**Task directions:** Give the data below again exactly as it stands. Omit the pictures.

**Records to use:**

= = =

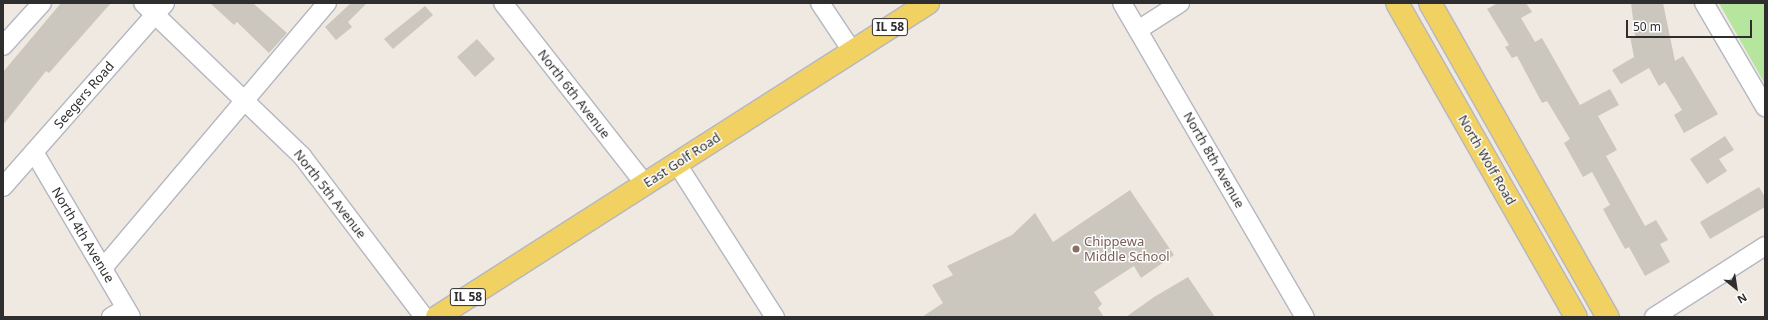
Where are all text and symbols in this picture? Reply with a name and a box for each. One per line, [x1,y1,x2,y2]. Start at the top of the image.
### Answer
scale bar [1628,12,1754,38]
road number: IL 58 [871,17,909,37]
text: 50 m [1633,18,1661,35]
street label: North 6th Avenue [534,46,614,142]
street label: Seegers Road [51,58,117,132]
street label: North 8th Avenue [1180,109,1248,211]
street label: North Wolf Road [1455,112,1519,208]
street label: East Golf Road [641,129,723,191]
street label: North 5th Avenue [290,146,370,242]
street label: North 4th Avenue [48,185,118,285]
place label: Chippewa Middle School [1084,234,1170,265]
marker: Chippewa Middle School [1071,244,1081,254]
north arrow [1716,268,1756,308]
road number: IL 58 [449,287,487,307]
text: N [1735,290,1750,308]

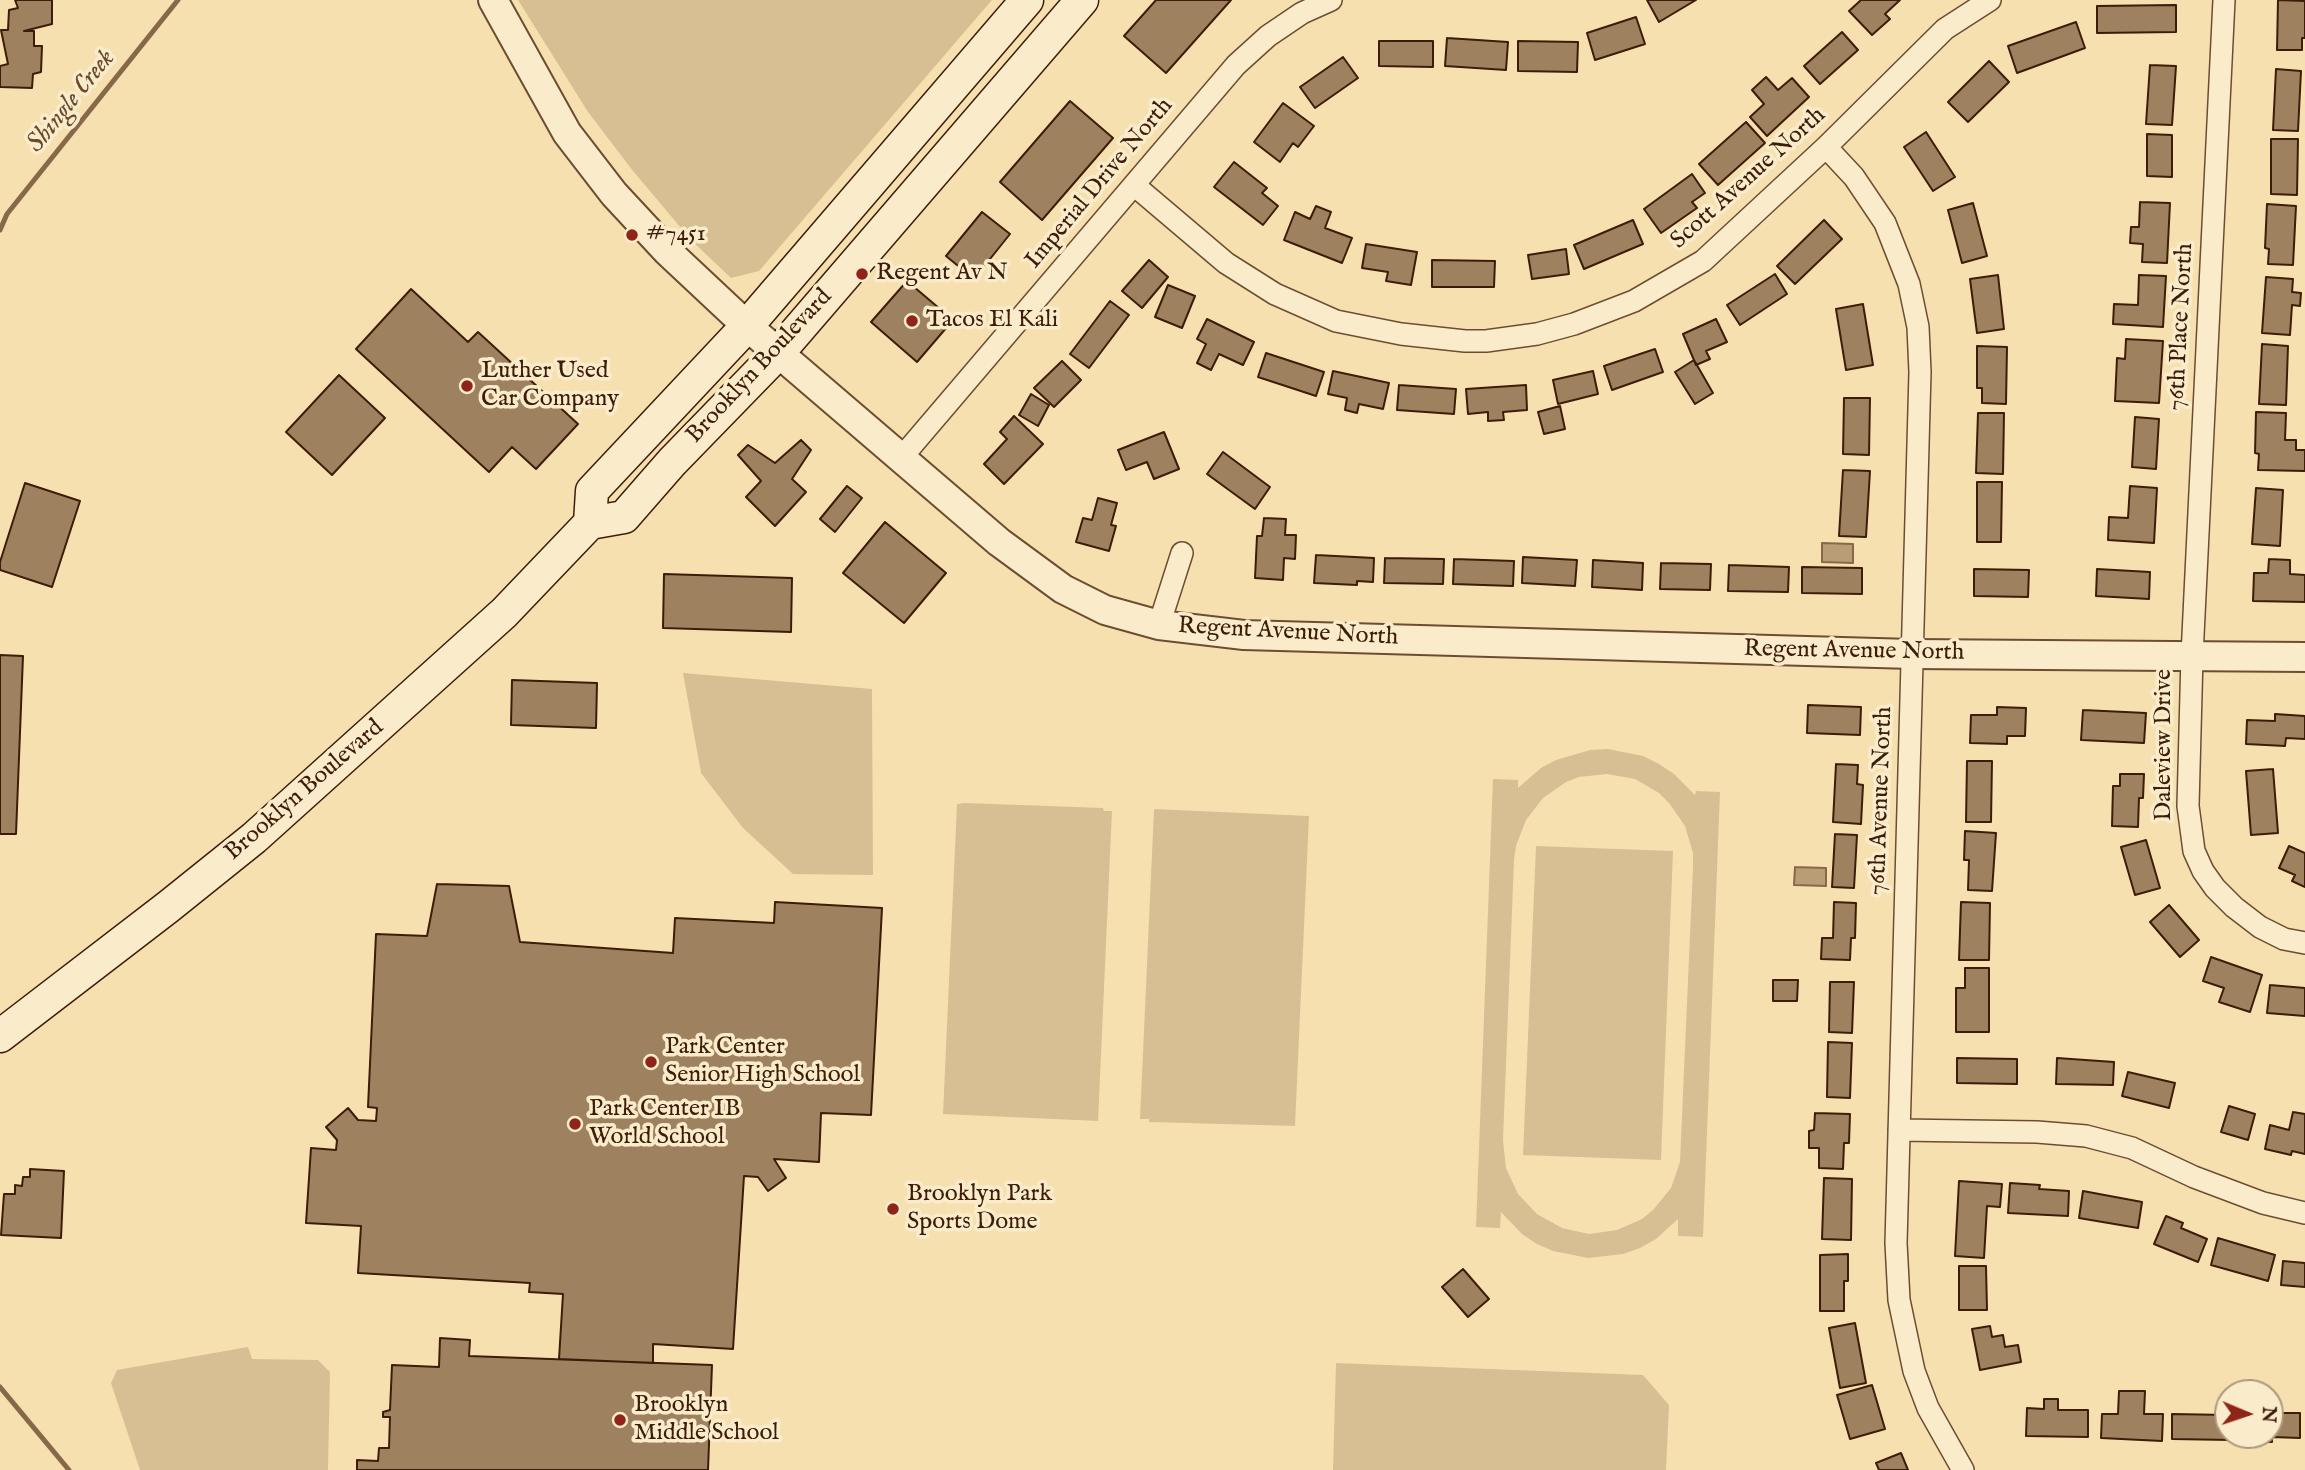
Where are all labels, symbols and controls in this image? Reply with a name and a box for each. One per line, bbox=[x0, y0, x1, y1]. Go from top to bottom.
water label: Shingle Creek bbox=[21, 44, 123, 160]
street label: Imperial Drive North bbox=[1020, 93, 1180, 275]
street label: Scott Avenue North bbox=[1666, 102, 1832, 256]
place label: #7451 bbox=[646, 221, 706, 249]
marker: #7451 bbox=[624, 227, 640, 243]
street label: 76th Place North bbox=[2163, 242, 2201, 412]
place label: Regent Av N bbox=[876, 260, 1008, 288]
marker: Regent Av N bbox=[854, 266, 870, 282]
street label: Brooklyn Boulevard bbox=[681, 284, 839, 450]
place label: Tacos El Kali bbox=[926, 307, 1058, 335]
marker: Tacos El Kali bbox=[904, 313, 920, 329]
place label: Luther Used Car Company bbox=[481, 358, 619, 414]
marker: Luther Used Car Company bbox=[459, 378, 475, 394]
street label: Regent Avenue North bbox=[1177, 613, 1399, 653]
street label: Regent Avenue North bbox=[1743, 636, 1965, 668]
street label: Daleview Drive bbox=[2151, 669, 2179, 821]
street label: 76th Avenue North bbox=[1864, 706, 1900, 896]
street label: Brooklyn Boulevard bbox=[220, 714, 390, 868]
place label: Park Center Senior High School bbox=[665, 1034, 860, 1090]
marker: Park Center Senior High School bbox=[643, 1054, 659, 1070]
place label: Park Center IB World School bbox=[589, 1096, 740, 1152]
marker: Park Center IB World School bbox=[567, 1116, 583, 1132]
place label: Brooklyn Park Sports Dome bbox=[907, 1181, 1052, 1237]
marker: Brooklyn Park Sports Dome bbox=[885, 1201, 901, 1217]
north arrow bbox=[2214, 1379, 2284, 1449]
place label: Brooklyn Middle School bbox=[634, 1392, 779, 1448]
text: N bbox=[2256, 1406, 2280, 1423]
marker: Brooklyn Middle School bbox=[612, 1412, 628, 1428]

= = =

**Answer box:**
Where are all text and symbols in this picture? Reply with a name and a box for each. One per line, [x1,y1,x2,y2]. Start at the top of the image.
### Answer
scale bar [1628,12,1754,38]
road number: IL 58 [871,17,909,37]
text: 50 m [1633,18,1661,35]
street label: North 6th Avenue [534,46,614,142]
street label: Seegers Road [51,58,117,132]
street label: North 8th Avenue [1180,109,1248,211]
street label: North Wolf Road [1455,112,1519,208]
street label: East Golf Road [641,129,723,191]
street label: North 5th Avenue [290,146,370,242]
street label: North 4th Avenue [48,185,118,285]
place label: Chippewa Middle School [1084,234,1170,265]
marker: Chippewa Middle School [1071,244,1081,254]
north arrow [1716,268,1756,308]
road number: IL 58 [449,287,487,307]
text: N [1735,290,1750,308]

Where are all labels, symbols and controls in this image? Reply with a name and a box for each. One per line, bbox=[x0, y0, x1, y1]. Go from top to bottom.
water label: Shingle Creek bbox=[21, 44, 123, 160]
street label: Imperial Drive North bbox=[1020, 93, 1180, 275]
street label: Scott Avenue North bbox=[1666, 102, 1832, 256]
place label: #7451 bbox=[646, 221, 706, 249]
marker: #7451 bbox=[624, 227, 640, 243]
street label: 76th Place North bbox=[2163, 242, 2201, 412]
place label: Regent Av N bbox=[876, 260, 1008, 288]
marker: Regent Av N bbox=[854, 266, 870, 282]
street label: Brooklyn Boulevard bbox=[681, 284, 839, 450]
place label: Tacos El Kali bbox=[926, 307, 1058, 335]
marker: Tacos El Kali bbox=[904, 313, 920, 329]
place label: Luther Used Car Company bbox=[481, 358, 619, 414]
marker: Luther Used Car Company bbox=[459, 378, 475, 394]
street label: Regent Avenue North bbox=[1177, 613, 1399, 653]
street label: Regent Avenue North bbox=[1743, 636, 1965, 668]
street label: Daleview Drive bbox=[2151, 669, 2179, 821]
street label: 76th Avenue North bbox=[1864, 706, 1900, 896]
street label: Brooklyn Boulevard bbox=[220, 714, 390, 868]
place label: Park Center Senior High School bbox=[665, 1034, 860, 1090]
marker: Park Center Senior High School bbox=[643, 1054, 659, 1070]
place label: Park Center IB World School bbox=[589, 1096, 740, 1152]
marker: Park Center IB World School bbox=[567, 1116, 583, 1132]
place label: Brooklyn Park Sports Dome bbox=[907, 1181, 1052, 1237]
marker: Brooklyn Park Sports Dome bbox=[885, 1201, 901, 1217]
north arrow bbox=[2214, 1379, 2284, 1449]
place label: Brooklyn Middle School bbox=[634, 1392, 779, 1448]
text: N bbox=[2256, 1406, 2280, 1423]
marker: Brooklyn Middle School bbox=[612, 1412, 628, 1428]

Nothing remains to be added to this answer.